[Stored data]
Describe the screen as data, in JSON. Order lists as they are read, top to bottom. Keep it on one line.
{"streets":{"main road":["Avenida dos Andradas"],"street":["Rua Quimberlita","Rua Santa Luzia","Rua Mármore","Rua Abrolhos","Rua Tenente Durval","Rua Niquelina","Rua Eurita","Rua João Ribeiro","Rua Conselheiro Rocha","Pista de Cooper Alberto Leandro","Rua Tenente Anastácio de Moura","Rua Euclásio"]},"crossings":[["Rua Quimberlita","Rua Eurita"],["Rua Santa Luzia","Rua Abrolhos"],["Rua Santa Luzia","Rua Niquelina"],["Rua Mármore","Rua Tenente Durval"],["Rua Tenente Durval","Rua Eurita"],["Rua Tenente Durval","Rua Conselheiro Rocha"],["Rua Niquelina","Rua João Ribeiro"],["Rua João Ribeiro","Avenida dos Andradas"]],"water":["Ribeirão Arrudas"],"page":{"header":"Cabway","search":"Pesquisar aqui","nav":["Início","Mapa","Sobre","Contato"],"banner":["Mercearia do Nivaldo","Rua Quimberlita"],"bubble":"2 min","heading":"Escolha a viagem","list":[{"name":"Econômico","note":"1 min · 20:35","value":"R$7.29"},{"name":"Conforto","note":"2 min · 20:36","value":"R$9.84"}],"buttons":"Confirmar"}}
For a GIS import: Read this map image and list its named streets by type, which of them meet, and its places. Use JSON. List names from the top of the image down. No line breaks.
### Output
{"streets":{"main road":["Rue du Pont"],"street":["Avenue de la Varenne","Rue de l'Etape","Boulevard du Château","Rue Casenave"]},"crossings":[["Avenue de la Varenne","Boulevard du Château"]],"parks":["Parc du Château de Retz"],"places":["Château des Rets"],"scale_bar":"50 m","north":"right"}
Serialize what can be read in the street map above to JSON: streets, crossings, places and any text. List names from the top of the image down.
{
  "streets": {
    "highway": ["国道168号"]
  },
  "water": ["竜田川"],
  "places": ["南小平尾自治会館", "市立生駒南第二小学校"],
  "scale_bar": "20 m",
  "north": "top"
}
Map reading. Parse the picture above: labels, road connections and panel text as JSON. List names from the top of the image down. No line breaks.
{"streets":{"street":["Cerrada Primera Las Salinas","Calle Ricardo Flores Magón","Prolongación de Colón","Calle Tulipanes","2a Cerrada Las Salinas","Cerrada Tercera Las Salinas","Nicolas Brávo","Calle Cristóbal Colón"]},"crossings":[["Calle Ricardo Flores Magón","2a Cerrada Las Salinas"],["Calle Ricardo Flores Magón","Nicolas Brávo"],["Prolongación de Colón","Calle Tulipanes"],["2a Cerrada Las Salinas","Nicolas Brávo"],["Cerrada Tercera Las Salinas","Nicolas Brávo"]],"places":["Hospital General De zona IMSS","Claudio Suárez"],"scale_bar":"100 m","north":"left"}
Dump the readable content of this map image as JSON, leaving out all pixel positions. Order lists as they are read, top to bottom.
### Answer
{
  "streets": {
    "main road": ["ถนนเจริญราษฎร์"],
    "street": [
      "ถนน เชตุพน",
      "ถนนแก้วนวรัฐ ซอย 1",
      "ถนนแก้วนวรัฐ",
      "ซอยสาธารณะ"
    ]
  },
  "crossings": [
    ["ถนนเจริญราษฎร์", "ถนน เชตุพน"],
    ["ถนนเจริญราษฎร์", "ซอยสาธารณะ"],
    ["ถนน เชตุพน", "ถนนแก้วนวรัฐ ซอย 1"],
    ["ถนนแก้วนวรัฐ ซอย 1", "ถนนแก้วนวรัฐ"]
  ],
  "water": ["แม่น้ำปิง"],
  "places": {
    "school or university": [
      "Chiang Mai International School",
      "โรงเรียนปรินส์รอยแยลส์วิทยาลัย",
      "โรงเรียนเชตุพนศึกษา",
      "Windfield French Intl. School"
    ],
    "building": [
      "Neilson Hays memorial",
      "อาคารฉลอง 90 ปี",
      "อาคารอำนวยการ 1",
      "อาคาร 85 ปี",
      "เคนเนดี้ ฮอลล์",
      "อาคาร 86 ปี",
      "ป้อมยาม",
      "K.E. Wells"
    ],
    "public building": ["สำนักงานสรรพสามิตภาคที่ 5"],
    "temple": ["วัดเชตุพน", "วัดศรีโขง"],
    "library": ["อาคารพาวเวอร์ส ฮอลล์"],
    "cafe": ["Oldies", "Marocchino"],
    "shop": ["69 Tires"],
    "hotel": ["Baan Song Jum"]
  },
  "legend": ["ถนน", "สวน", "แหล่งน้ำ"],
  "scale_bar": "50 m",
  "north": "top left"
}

EXERCISE
Going line by line, set down the data above exactly as given.

ANSWER TO THIS PROBLEM
Describe the screen as data, in JSON. Order lists as they are read, top to bottom. Keep it on one line.
{"streets":{"main road":["Avenida dos Andradas"],"street":["Rua Quimberlita","Rua Santa Luzia","Rua Mármore","Rua Abrolhos","Rua Tenente Durval","Rua Niquelina","Rua Eurita","Rua João Ribeiro","Rua Conselheiro Rocha","Pista de Cooper Alberto Leandro","Rua Tenente Anastácio de Moura","Rua Euclásio"]},"crossings":[["Rua Quimberlita","Rua Eurita"],["Rua Santa Luzia","Rua Abrolhos"],["Rua Santa Luzia","Rua Niquelina"],["Rua Mármore","Rua Tenente Durval"],["Rua Tenente Durval","Rua Eurita"],["Rua Tenente Durval","Rua Conselheiro Rocha"],["Rua Niquelina","Rua João Ribeiro"],["Rua João Ribeiro","Avenida dos Andradas"]],"water":["Ribeirão Arrudas"],"page":{"header":"Cabway","search":"Pesquisar aqui","nav":["Início","Mapa","Sobre","Contato"],"banner":["Mercearia do Nivaldo","Rua Quimberlita"],"bubble":"2 min","heading":"Escolha a viagem","list":[{"name":"Econômico","note":"1 min · 20:35","value":"R$7.29"},{"name":"Conforto","note":"2 min · 20:36","value":"R$9.84"}],"buttons":"Confirmar"}}
For a GIS import: Read this map image and list its named streets by type, which of them meet, and its places. Use JSON. List names from the top of the image down. No line breaks.
### Output
{"streets":{"main road":["Rue du Pont"],"street":["Avenue de la Varenne","Rue de l'Etape","Boulevard du Château","Rue Casenave"]},"crossings":[["Avenue de la Varenne","Boulevard du Château"]],"parks":["Parc du Château de Retz"],"places":["Château des Rets"],"scale_bar":"50 m","north":"right"}
Serialize what can be read in the street map above to JSON: streets, crossings, places and any text. List names from the top of the image down.
{
  "streets": {
    "highway": ["国道168号"]
  },
  "water": ["竜田川"],
  "places": ["南小平尾自治会館", "市立生駒南第二小学校"],
  "scale_bar": "20 m",
  "north": "top"
}
Map reading. Parse the picture above: labels, road connections and panel text as JSON. List names from the top of the image down. No line breaks.
{"streets":{"street":["Cerrada Primera Las Salinas","Calle Ricardo Flores Magón","Prolongación de Colón","Calle Tulipanes","2a Cerrada Las Salinas","Cerrada Tercera Las Salinas","Nicolas Brávo","Calle Cristóbal Colón"]},"crossings":[["Calle Ricardo Flores Magón","2a Cerrada Las Salinas"],["Calle Ricardo Flores Magón","Nicolas Brávo"],["Prolongación de Colón","Calle Tulipanes"],["2a Cerrada Las Salinas","Nicolas Brávo"],["Cerrada Tercera Las Salinas","Nicolas Brávo"]],"places":["Hospital General De zona IMSS","Claudio Suárez"],"scale_bar":"100 m","north":"left"}
Dump the readable content of this map image as JSON, leaving out all pixel positions. Order lists as they are read, top to bottom.
### Answer
{
  "streets": {
    "main road": ["ถนนเจริญราษฎร์"],
    "street": [
      "ถนน เชตุพน",
      "ถนนแก้วนวรัฐ ซอย 1",
      "ถนนแก้วนวรัฐ",
      "ซอยสาธารณะ"
    ]
  },
  "crossings": [
    ["ถนนเจริญราษฎร์", "ถนน เชตุพน"],
    ["ถนนเจริญราษฎร์", "ซอยสาธารณะ"],
    ["ถนน เชตุพน", "ถนนแก้วนวรัฐ ซอย 1"],
    ["ถนนแก้วนวรัฐ ซอย 1", "ถนนแก้วนวรัฐ"]
  ],
  "water": ["แม่น้ำปิง"],
  "places": {
    "school or university": [
      "Chiang Mai International School",
      "โรงเรียนปรินส์รอยแยลส์วิทยาลัย",
      "โรงเรียนเชตุพนศึกษา",
      "Windfield French Intl. School"
    ],
    "building": [
      "Neilson Hays memorial",
      "อาคารฉลอง 90 ปี",
      "อาคารอำนวยการ 1",
      "อาคาร 85 ปี",
      "เคนเนดี้ ฮอลล์",
      "อาคาร 86 ปี",
      "ป้อมยาม",
      "K.E. Wells"
    ],
    "public building": ["สำนักงานสรรพสามิตภาคที่ 5"],
    "temple": ["วัดเชตุพน", "วัดศรีโขง"],
    "library": ["อาคารพาวเวอร์ส ฮอลล์"],
    "cafe": ["Oldies", "Marocchino"],
    "shop": ["69 Tires"],
    "hotel": ["Baan Song Jum"]
  },
  "legend": ["ถนน", "สวน", "แหล่งน้ำ"],
  "scale_bar": "50 m",
  "north": "top left"
}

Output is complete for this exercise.